> **TASK DIRECTIONS**
Return the lines that run from the beginning of the entries to the line holding "inset:0; background:#4c3d19; transform-origin:0", inclusive, and drop the pictures.

> **DATA UNDER STUDY**

_ _ _ _

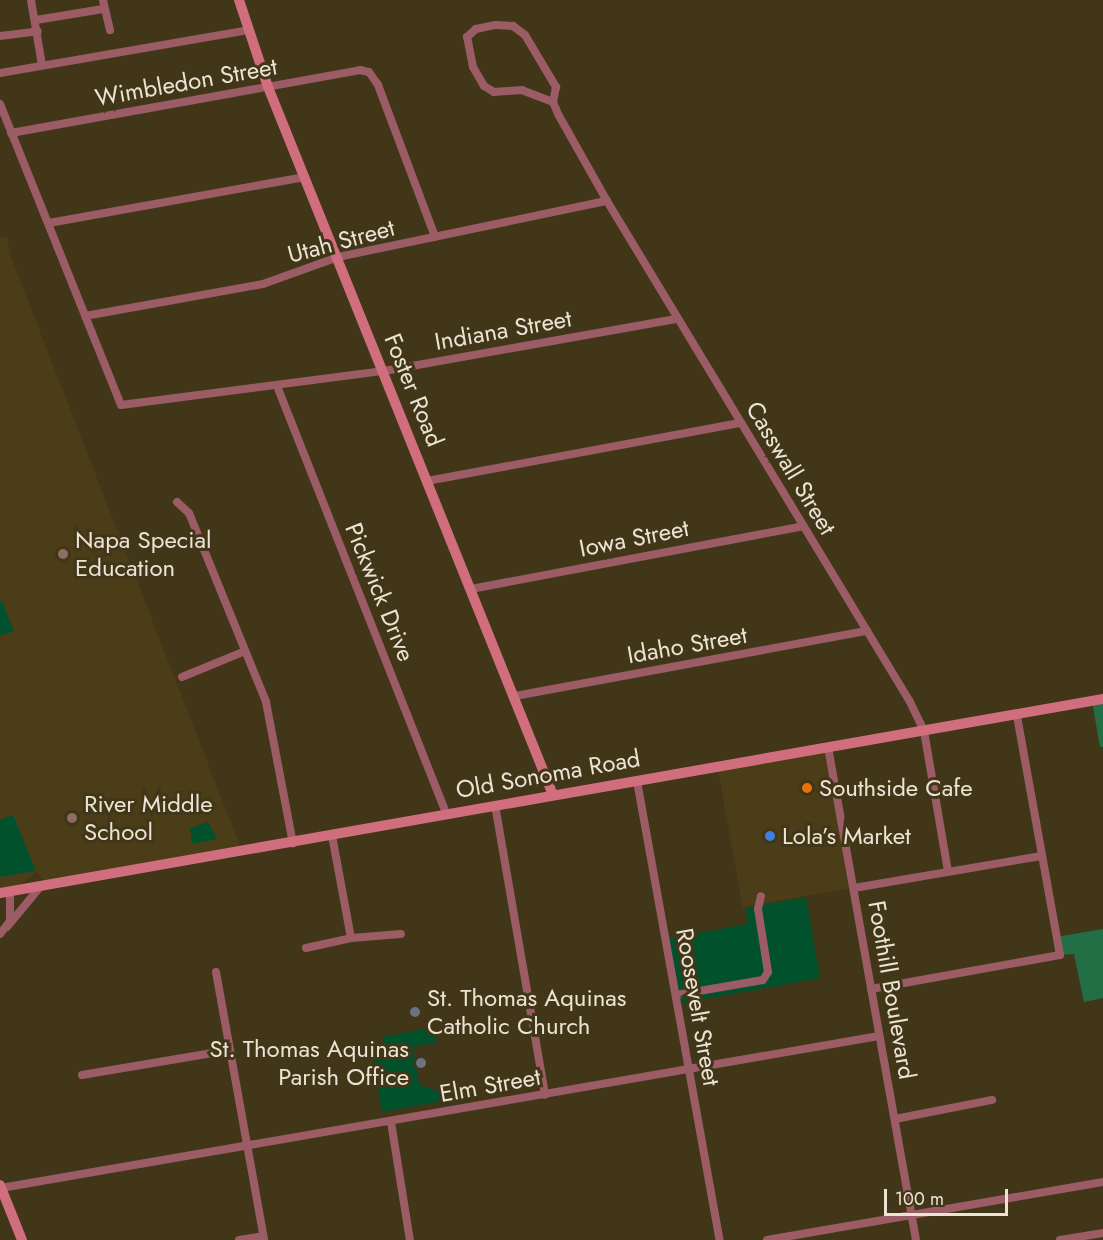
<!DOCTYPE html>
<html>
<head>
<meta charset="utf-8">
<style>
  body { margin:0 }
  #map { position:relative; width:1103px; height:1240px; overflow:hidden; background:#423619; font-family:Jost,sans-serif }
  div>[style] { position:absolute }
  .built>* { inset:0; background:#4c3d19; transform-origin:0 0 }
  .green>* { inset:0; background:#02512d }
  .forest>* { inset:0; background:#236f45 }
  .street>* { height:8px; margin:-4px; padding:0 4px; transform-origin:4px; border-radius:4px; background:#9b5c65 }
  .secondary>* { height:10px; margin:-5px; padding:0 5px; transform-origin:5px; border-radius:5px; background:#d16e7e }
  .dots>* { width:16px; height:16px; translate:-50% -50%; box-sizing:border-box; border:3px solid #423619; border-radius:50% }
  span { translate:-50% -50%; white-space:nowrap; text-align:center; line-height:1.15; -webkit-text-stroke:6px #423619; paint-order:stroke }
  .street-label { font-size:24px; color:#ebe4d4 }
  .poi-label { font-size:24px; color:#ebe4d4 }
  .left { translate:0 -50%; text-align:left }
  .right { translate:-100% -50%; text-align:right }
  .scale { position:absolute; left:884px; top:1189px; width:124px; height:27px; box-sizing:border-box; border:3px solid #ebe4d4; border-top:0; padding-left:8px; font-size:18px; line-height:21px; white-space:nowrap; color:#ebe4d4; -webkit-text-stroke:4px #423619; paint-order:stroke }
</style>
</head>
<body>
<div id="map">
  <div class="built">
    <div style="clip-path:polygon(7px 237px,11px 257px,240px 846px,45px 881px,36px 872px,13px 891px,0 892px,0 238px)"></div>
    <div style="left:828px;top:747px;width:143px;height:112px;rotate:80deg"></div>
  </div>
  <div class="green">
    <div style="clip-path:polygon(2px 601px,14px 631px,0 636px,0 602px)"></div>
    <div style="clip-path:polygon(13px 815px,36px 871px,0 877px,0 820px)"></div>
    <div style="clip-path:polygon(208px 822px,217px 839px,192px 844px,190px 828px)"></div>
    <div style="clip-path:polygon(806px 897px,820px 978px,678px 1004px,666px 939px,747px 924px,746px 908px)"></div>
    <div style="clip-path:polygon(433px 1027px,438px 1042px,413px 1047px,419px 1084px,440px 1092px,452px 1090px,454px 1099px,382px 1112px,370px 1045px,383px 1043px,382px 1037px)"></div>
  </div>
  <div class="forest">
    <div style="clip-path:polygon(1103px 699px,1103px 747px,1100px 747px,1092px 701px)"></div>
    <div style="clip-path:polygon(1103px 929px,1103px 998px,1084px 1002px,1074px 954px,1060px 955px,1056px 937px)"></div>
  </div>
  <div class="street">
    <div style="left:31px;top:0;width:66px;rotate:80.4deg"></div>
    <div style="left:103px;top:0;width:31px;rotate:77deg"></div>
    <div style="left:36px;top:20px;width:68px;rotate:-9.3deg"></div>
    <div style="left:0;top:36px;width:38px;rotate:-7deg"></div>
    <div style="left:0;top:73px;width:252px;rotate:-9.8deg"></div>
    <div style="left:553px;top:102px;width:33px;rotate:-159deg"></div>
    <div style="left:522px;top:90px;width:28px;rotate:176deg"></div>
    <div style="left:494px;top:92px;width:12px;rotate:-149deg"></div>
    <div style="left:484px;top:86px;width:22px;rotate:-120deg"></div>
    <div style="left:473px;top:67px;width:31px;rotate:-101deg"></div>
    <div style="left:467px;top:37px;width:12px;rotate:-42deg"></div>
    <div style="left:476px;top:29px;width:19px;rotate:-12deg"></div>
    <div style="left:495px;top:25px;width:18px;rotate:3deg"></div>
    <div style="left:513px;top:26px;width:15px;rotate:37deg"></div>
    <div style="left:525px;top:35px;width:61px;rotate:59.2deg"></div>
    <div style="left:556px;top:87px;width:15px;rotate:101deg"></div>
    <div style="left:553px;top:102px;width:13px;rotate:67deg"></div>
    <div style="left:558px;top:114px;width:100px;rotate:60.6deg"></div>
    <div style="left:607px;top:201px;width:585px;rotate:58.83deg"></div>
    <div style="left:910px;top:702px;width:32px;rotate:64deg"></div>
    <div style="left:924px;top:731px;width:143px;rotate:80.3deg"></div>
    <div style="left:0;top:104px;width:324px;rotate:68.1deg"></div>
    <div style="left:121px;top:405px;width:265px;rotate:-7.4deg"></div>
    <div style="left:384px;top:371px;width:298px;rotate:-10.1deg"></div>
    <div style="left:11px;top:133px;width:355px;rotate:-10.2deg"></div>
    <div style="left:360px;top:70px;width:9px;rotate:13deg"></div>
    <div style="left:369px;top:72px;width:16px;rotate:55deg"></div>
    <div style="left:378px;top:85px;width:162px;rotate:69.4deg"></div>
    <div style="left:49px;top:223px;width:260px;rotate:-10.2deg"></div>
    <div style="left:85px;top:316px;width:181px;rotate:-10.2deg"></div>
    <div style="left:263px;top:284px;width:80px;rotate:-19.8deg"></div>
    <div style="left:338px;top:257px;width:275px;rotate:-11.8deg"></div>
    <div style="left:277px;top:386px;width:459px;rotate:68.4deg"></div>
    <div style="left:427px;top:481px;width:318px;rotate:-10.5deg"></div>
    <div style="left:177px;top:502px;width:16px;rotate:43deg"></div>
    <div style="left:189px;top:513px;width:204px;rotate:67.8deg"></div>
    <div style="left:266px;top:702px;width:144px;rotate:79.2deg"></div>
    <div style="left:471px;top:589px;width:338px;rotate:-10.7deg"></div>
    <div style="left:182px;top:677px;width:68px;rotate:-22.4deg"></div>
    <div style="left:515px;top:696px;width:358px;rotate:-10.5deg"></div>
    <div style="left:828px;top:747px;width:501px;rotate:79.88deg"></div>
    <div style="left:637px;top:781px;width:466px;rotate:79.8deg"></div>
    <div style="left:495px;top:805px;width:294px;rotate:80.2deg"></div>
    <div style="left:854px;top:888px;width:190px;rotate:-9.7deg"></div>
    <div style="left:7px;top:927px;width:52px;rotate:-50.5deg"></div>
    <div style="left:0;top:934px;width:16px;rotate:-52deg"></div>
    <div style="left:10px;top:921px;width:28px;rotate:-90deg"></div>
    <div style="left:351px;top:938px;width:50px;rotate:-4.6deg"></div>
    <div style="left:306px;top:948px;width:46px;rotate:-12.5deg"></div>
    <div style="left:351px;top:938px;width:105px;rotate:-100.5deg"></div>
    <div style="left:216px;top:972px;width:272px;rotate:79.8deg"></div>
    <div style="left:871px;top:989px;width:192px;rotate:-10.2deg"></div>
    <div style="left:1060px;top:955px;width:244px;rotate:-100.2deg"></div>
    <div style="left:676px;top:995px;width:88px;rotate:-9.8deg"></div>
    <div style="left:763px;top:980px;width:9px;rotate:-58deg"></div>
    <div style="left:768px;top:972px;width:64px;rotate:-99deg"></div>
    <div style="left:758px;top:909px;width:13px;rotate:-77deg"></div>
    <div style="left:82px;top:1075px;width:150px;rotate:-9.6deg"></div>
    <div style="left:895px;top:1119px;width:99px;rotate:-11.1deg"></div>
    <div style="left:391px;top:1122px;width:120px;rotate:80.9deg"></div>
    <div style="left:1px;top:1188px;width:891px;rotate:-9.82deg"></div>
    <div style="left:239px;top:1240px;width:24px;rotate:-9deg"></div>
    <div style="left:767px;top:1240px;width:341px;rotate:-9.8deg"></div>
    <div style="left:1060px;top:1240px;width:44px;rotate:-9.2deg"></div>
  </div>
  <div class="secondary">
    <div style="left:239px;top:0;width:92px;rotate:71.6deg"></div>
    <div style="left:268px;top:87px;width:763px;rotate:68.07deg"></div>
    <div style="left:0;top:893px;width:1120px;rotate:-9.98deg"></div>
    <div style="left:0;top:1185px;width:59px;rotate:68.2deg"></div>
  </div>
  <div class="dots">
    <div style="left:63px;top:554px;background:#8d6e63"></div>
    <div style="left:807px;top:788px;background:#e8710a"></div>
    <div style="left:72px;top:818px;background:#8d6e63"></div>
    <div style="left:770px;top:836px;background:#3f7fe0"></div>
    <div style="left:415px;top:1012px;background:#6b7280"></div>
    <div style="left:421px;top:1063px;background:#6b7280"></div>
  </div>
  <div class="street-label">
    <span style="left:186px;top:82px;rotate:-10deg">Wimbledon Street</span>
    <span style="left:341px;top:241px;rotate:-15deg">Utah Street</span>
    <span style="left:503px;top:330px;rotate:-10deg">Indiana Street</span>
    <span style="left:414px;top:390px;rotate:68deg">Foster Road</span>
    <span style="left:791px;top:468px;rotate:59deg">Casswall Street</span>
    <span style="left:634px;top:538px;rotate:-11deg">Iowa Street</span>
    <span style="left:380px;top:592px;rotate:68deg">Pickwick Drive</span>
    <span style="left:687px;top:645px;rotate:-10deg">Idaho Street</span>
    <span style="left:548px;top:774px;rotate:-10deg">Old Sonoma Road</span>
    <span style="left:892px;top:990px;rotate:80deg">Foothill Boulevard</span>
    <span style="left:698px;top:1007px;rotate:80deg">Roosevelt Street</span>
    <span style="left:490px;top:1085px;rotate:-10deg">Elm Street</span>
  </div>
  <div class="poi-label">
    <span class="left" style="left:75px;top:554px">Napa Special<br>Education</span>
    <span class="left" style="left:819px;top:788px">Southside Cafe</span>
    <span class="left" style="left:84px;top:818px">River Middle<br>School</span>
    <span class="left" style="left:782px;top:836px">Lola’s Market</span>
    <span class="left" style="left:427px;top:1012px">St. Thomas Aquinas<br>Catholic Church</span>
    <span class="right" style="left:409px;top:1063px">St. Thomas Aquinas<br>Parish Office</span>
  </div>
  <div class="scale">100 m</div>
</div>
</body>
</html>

_ _ _ _

> **TASK RESULT**
<!DOCTYPE html>
<html>
<head>
<meta charset="utf-8">
<style>
  body { margin:0 }
  #map { position:relative; width:1103px; height:1240px; overflow:hidden; background:#423619; font-family:Jost,sans-serif }
  div>[style] { position:absolute }
  .built>* { inset:0; background:#4c3d19; transform-origin:0 0 }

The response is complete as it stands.